◆ Work to complete: Would you please retype, exactly, the lines of the listing below between the line with "Task: Dump the" and the line with "Convert the street", inclusive?

• • • • •

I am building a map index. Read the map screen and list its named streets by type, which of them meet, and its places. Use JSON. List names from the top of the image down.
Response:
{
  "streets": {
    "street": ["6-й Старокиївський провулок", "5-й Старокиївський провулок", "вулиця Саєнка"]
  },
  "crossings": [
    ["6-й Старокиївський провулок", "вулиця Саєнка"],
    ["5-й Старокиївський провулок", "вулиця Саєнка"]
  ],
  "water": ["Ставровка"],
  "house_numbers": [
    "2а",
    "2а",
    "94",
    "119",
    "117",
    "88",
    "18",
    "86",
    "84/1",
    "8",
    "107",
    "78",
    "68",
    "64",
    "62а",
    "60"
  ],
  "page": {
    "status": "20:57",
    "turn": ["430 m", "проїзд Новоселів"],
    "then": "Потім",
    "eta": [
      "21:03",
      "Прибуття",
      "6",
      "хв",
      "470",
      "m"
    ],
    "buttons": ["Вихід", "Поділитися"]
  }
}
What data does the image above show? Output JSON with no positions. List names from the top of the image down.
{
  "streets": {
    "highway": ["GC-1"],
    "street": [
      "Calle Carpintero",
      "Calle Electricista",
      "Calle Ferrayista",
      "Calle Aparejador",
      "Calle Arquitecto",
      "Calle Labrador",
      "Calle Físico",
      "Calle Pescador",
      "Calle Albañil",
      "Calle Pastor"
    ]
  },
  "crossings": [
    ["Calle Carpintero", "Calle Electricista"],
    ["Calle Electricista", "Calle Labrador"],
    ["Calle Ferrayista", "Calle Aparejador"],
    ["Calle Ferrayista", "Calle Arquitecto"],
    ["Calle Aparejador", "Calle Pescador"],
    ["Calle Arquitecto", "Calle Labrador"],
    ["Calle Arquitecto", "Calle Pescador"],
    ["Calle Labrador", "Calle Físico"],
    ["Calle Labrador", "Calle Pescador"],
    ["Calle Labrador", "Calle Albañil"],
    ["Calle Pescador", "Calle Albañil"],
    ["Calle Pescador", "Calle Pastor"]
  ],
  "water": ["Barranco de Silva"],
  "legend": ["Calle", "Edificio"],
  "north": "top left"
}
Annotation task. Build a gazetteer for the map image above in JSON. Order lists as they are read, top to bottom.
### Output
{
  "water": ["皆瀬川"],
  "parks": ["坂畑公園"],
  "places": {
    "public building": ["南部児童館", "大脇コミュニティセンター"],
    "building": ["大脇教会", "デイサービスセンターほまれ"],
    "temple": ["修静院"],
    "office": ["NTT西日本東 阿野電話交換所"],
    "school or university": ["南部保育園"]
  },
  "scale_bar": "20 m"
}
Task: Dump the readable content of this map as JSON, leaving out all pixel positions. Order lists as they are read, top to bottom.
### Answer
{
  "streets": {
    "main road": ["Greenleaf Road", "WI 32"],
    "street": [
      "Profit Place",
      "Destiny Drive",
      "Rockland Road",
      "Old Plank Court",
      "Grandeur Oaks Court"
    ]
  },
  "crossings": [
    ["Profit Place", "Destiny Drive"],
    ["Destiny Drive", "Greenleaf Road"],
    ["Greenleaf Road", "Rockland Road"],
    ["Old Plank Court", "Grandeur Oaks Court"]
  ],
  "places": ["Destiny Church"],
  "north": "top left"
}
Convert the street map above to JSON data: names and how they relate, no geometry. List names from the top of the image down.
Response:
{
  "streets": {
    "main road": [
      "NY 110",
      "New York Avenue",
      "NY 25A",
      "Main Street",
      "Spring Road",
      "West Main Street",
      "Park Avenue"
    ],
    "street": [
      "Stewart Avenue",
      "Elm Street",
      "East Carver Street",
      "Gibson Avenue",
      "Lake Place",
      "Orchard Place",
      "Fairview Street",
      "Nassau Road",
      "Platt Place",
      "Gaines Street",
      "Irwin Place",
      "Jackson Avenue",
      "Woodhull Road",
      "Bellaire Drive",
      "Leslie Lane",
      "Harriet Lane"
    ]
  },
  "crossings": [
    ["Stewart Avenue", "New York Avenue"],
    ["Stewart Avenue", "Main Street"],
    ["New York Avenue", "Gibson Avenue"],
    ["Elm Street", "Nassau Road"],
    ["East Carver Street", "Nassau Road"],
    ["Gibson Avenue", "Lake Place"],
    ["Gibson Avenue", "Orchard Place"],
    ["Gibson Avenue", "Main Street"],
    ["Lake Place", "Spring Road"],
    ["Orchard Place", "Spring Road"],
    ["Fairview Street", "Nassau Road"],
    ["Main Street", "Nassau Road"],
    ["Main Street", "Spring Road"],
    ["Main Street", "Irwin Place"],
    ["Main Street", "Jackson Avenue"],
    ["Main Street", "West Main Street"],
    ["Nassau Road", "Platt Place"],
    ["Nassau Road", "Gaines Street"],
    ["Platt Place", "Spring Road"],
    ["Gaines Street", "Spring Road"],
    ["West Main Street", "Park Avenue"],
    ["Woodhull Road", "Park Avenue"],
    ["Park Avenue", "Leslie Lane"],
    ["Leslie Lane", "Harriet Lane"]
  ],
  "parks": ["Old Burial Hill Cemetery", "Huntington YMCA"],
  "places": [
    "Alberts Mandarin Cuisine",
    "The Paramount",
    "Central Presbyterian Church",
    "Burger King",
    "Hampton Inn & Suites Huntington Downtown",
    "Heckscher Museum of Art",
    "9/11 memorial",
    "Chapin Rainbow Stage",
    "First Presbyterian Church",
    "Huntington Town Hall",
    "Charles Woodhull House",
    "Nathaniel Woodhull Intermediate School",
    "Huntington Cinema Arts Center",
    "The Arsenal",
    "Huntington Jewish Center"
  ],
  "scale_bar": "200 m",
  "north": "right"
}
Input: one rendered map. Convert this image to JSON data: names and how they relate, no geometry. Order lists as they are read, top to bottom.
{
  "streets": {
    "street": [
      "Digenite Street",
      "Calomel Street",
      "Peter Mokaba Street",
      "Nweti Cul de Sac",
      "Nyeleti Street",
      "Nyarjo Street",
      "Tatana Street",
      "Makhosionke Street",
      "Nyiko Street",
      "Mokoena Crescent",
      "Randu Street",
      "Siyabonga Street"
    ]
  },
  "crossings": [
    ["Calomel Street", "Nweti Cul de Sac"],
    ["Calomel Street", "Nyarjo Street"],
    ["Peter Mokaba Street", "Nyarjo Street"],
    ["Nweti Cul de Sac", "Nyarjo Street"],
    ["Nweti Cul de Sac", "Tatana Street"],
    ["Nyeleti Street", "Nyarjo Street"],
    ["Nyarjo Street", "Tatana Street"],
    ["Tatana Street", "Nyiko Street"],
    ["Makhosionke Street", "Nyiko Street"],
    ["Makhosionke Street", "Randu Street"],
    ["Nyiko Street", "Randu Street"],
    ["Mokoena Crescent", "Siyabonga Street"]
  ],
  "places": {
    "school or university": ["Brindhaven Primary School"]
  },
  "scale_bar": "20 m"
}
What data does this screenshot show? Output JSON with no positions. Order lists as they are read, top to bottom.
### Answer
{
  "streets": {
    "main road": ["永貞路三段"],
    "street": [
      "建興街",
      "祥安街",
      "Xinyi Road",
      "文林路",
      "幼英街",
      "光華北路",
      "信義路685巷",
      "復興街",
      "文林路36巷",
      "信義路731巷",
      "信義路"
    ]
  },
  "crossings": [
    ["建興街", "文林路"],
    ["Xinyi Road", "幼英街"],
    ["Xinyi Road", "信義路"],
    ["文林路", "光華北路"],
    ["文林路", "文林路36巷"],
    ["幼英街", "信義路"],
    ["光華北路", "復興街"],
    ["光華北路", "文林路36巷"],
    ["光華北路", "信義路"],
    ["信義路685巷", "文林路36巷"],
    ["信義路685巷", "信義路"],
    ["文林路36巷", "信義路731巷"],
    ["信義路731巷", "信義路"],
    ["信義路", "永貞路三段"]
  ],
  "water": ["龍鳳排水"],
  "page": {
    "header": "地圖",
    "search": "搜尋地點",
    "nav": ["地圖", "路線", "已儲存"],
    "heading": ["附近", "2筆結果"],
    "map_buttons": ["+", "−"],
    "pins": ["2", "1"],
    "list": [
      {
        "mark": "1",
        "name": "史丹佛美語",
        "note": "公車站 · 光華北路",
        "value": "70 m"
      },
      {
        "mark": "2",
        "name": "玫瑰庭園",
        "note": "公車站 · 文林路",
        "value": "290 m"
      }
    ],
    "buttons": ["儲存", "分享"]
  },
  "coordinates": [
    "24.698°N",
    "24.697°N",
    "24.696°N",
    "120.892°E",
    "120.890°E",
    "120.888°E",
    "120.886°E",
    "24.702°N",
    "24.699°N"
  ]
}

• • • • •

◆ Exercise output:
Task: Dump the readable content of this map as JSON, leaving out all pixel positions. Order lists as they are read, top to bottom.
### Answer
{
  "streets": {
    "main road": ["Greenleaf Road", "WI 32"],
    "street": [
      "Profit Place",
      "Destiny Drive",
      "Rockland Road",
      "Old Plank Court",
      "Grandeur Oaks Court"
    ]
  },
  "crossings": [
    ["Profit Place", "Destiny Drive"],
    ["Destiny Drive", "Greenleaf Road"],
    ["Greenleaf Road", "Rockland Road"],
    ["Old Plank Court", "Grandeur Oaks Court"]
  ],
  "places": ["Destiny Church"],
  "north": "top left"
}
Convert the street map above to JSON data: names and how they relate, no geometry. List names from the top of the image down.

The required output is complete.